§ **TASK REQUIREMENTS**
Locate the line that contains "const g = document.querySelector('canvas').getContext('2d');" in the entries below, then repeat it and every following line through the line that contains "M 284,744 L 289,754 L 267,767 L 262,757 Z", exactly, and no others.

§ **SOURCE INFORMATION**
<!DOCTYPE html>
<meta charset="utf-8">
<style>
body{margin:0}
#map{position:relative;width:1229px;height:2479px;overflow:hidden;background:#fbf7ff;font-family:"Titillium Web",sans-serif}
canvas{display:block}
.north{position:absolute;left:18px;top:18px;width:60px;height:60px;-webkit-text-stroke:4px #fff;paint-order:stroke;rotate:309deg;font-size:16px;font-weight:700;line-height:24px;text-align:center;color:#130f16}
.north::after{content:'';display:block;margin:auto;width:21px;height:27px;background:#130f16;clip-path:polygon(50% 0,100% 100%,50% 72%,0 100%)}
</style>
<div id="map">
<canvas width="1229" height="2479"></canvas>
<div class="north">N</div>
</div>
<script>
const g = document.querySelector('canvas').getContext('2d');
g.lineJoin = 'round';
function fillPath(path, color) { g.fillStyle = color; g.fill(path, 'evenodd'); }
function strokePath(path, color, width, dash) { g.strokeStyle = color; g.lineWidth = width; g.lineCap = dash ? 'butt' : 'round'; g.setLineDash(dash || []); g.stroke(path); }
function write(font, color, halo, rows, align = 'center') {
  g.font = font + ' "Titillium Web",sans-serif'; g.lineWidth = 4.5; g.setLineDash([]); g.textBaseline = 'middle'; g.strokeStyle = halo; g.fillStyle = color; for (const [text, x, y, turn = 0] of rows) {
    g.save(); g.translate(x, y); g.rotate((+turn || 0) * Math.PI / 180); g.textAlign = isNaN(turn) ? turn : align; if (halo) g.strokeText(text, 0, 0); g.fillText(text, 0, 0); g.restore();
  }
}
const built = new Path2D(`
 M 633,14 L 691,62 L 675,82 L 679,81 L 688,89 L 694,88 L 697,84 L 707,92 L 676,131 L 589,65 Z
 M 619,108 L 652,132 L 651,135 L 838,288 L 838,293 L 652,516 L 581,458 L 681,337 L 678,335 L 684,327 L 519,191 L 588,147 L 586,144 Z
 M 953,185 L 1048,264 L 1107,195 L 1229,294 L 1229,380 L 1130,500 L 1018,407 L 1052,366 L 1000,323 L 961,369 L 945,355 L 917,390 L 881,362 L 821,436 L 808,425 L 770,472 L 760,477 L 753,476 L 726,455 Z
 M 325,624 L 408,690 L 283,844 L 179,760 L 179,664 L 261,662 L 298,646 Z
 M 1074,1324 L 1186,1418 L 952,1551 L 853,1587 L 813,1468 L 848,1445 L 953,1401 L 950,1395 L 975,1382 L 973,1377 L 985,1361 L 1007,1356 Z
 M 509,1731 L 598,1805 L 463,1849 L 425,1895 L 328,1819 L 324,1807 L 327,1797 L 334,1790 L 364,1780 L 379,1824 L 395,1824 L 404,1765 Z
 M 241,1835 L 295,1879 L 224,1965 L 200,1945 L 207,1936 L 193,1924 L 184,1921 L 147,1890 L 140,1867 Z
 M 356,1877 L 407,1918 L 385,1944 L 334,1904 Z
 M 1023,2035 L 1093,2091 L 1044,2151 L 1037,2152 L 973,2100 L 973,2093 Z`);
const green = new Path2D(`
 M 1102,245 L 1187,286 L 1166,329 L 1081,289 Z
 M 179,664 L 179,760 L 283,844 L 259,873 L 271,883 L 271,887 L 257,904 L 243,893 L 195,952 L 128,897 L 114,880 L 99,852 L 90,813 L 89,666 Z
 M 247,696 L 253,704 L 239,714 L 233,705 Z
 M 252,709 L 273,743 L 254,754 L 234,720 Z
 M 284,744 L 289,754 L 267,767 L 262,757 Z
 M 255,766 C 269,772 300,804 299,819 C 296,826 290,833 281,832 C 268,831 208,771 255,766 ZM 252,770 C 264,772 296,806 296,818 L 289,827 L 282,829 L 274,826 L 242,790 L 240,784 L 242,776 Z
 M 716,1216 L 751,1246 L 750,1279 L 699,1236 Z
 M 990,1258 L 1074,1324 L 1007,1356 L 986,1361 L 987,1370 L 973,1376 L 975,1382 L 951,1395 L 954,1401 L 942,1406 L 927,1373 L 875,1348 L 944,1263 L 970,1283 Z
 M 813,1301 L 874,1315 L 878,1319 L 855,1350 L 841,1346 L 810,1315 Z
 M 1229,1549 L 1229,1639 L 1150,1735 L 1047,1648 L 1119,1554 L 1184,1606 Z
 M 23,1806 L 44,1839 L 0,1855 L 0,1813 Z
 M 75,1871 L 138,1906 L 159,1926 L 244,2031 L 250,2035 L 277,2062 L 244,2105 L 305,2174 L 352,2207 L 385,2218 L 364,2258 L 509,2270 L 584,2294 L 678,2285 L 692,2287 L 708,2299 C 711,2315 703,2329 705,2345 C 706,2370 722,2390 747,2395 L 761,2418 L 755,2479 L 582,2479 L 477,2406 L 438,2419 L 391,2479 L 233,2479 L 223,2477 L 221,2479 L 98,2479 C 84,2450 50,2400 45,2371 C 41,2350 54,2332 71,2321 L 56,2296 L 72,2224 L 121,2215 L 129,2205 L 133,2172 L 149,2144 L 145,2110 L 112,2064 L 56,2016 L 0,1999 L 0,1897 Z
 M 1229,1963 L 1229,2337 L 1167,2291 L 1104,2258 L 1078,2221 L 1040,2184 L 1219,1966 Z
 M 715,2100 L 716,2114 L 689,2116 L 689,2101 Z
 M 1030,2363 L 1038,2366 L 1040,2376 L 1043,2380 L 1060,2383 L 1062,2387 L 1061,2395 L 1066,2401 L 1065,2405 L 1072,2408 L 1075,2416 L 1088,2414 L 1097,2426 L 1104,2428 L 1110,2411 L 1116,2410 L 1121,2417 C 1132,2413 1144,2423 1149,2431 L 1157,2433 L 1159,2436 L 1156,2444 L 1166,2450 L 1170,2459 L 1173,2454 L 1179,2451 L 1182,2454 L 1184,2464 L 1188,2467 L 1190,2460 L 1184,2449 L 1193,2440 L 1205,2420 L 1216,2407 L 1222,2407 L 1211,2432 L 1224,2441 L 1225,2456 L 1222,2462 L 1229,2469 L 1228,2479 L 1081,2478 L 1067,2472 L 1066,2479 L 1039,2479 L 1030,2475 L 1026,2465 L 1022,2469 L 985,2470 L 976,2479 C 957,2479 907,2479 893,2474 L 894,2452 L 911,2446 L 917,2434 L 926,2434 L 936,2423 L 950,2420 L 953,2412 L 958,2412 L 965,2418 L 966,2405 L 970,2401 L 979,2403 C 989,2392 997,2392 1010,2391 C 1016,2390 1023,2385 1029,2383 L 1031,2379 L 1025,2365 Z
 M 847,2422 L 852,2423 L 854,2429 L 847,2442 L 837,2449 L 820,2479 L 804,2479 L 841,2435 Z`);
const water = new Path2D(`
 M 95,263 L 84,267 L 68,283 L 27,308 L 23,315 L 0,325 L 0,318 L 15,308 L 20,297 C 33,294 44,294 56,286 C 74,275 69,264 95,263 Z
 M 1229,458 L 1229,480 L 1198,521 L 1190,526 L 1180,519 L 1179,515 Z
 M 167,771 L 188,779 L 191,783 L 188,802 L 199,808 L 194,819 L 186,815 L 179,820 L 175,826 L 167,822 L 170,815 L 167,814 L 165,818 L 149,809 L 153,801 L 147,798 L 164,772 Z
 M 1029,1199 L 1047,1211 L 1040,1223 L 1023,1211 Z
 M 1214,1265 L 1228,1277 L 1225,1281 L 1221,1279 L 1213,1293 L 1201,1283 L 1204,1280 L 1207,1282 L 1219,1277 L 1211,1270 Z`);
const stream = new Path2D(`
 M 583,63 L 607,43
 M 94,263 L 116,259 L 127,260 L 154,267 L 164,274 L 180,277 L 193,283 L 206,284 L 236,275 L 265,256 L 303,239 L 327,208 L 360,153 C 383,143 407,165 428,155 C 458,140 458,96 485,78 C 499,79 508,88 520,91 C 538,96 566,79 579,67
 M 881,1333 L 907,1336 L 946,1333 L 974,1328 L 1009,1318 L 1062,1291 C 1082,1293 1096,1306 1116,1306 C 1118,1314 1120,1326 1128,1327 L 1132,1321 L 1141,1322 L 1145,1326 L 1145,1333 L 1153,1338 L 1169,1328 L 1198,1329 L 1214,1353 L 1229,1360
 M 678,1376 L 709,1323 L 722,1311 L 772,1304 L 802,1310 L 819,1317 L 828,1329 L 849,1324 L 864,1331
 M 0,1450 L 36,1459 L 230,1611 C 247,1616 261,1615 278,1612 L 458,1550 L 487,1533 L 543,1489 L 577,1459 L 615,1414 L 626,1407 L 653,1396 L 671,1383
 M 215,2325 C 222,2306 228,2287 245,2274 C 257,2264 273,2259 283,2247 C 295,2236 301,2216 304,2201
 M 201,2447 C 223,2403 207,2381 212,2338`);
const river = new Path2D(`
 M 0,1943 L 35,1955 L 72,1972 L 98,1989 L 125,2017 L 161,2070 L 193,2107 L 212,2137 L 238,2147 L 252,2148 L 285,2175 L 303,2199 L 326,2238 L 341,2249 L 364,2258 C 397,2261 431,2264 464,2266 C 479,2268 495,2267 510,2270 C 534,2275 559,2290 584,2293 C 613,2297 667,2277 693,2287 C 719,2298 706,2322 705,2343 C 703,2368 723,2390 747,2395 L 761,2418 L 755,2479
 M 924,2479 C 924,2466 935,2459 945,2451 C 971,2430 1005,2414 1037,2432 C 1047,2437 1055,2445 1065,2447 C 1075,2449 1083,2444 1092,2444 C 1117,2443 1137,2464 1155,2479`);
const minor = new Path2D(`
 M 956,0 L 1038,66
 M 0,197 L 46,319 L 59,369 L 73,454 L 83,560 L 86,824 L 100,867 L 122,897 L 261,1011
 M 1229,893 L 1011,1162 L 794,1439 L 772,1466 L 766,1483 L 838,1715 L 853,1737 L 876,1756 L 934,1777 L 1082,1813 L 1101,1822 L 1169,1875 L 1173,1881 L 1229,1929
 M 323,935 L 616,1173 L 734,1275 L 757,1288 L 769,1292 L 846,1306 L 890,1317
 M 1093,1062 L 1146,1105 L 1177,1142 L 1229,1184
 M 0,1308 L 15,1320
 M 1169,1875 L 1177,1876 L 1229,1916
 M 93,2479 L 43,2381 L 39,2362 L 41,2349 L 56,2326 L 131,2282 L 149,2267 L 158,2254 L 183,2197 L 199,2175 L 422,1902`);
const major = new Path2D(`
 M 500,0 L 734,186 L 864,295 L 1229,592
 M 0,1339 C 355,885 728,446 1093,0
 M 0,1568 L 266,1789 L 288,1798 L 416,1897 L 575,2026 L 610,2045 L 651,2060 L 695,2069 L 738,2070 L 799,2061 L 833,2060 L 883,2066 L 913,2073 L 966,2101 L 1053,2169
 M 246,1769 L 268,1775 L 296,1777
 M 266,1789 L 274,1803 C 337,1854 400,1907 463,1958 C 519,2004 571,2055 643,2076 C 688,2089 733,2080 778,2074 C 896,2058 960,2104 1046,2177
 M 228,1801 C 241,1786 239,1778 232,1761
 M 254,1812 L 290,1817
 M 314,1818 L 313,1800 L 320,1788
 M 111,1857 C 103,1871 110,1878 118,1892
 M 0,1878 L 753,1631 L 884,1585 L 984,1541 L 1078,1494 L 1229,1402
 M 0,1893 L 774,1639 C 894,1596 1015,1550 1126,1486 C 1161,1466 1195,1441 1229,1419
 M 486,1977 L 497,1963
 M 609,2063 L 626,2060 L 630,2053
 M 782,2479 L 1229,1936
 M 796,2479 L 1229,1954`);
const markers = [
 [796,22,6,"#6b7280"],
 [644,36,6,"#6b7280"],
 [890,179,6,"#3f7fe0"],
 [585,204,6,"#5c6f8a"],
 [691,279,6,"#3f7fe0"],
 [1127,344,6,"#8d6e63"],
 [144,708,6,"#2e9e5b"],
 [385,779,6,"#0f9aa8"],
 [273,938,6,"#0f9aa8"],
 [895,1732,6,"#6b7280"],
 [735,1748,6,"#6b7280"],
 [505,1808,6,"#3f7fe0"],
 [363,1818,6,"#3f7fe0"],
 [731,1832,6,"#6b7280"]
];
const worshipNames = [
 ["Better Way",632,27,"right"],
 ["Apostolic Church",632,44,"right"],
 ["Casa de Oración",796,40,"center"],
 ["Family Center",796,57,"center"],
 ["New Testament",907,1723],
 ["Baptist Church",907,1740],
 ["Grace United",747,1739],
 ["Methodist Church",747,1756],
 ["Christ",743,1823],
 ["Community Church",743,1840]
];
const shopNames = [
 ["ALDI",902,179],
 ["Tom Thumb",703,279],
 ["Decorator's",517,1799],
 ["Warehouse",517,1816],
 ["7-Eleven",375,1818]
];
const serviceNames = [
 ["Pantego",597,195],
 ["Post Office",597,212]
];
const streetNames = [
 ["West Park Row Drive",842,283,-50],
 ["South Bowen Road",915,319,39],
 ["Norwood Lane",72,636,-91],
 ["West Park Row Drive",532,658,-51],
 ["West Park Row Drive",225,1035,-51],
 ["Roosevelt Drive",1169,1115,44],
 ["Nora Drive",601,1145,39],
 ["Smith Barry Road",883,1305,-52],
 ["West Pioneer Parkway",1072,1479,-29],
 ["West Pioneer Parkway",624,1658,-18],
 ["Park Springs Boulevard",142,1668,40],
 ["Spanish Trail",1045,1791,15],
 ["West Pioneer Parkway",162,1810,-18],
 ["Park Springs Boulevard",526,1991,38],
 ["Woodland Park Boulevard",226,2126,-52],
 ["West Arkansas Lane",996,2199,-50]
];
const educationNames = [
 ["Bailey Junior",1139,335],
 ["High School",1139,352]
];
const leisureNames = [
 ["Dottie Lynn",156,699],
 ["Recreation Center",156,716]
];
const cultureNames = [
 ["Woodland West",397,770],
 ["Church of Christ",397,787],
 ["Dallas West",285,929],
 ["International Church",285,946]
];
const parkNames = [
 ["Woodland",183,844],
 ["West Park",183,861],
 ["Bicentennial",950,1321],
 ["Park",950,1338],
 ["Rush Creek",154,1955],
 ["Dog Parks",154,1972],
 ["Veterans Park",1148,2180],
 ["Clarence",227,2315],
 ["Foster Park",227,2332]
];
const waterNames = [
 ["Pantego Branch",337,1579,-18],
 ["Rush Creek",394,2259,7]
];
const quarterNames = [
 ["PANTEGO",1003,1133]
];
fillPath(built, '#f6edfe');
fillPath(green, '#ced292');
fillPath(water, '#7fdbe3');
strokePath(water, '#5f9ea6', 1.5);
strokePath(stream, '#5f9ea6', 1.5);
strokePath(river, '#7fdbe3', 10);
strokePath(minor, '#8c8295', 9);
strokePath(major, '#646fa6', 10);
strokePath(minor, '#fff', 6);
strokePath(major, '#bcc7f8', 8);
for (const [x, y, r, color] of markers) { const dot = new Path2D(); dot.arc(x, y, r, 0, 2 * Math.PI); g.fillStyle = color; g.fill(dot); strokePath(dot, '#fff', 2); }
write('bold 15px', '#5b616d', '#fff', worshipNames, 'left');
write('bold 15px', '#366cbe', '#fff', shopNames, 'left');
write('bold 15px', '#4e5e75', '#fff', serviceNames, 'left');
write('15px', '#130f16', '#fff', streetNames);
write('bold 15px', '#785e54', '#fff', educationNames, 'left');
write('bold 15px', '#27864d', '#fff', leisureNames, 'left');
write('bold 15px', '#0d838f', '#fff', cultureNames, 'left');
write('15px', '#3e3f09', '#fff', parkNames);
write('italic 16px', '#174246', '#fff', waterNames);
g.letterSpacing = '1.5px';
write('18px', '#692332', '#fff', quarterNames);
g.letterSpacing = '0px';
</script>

§ **EXERCISE RESULT**
const g = document.querySelector('canvas').getContext('2d');
g.lineJoin = 'round';
function fillPath(path, color) { g.fillStyle = color; g.fill(path, 'evenodd'); }
function strokePath(path, color, width, dash) { g.strokeStyle = color; g.lineWidth = width; g.lineCap = dash ? 'butt' : 'round'; g.setLineDash(dash || []); g.stroke(path); }
function write(font, color, halo, rows, align = 'center') {
  g.font = font + ' "Titillium Web",sans-serif'; g.lineWidth = 4.5; g.setLineDash([]); g.textBaseline = 'middle'; g.strokeStyle = halo; g.fillStyle = color; for (const [text, x, y, turn = 0] of rows) {
    g.save(); g.translate(x, y); g.rotate((+turn || 0) * Math.PI / 180); g.textAlign = isNaN(turn) ? turn : align; if (halo) g.strokeText(text, 0, 0); g.fillText(text, 0, 0); g.restore();
  }
}
const built = new Path2D(`
 M 633,14 L 691,62 L 675,82 L 679,81 L 688,89 L 694,88 L 697,84 L 707,92 L 676,131 L 589,65 Z
 M 619,108 L 652,132 L 651,135 L 838,288 L 838,293 L 652,516 L 581,458 L 681,337 L 678,335 L 684,327 L 519,191 L 588,147 L 586,144 Z
 M 953,185 L 1048,264 L 1107,195 L 1229,294 L 1229,380 L 1130,500 L 1018,407 L 1052,366 L 1000,323 L 961,369 L 945,355 L 917,390 L 881,362 L 821,436 L 808,425 L 770,472 L 760,477 L 753,476 L 726,455 Z
 M 325,624 L 408,690 L 283,844 L 179,760 L 179,664 L 261,662 L 298,646 Z
 M 1074,1324 L 1186,1418 L 952,1551 L 853,1587 L 813,1468 L 848,1445 L 953,1401 L 950,1395 L 975,1382 L 973,1377 L 985,1361 L 1007,1356 Z
 M 509,1731 L 598,1805 L 463,1849 L 425,1895 L 328,1819 L 324,1807 L 327,1797 L 334,1790 L 364,1780 L 379,1824 L 395,1824 L 404,1765 Z
 M 241,1835 L 295,1879 L 224,1965 L 200,1945 L 207,1936 L 193,1924 L 184,1921 L 147,1890 L 140,1867 Z
 M 356,1877 L 407,1918 L 385,1944 L 334,1904 Z
 M 1023,2035 L 1093,2091 L 1044,2151 L 1037,2152 L 973,2100 L 973,2093 Z`);
const green = new Path2D(`
 M 1102,245 L 1187,286 L 1166,329 L 1081,289 Z
 M 179,664 L 179,760 L 283,844 L 259,873 L 271,883 L 271,887 L 257,904 L 243,893 L 195,952 L 128,897 L 114,880 L 99,852 L 90,813 L 89,666 Z
 M 247,696 L 253,704 L 239,714 L 233,705 Z
 M 252,709 L 273,743 L 254,754 L 234,720 Z
 M 284,744 L 289,754 L 267,767 L 262,757 Z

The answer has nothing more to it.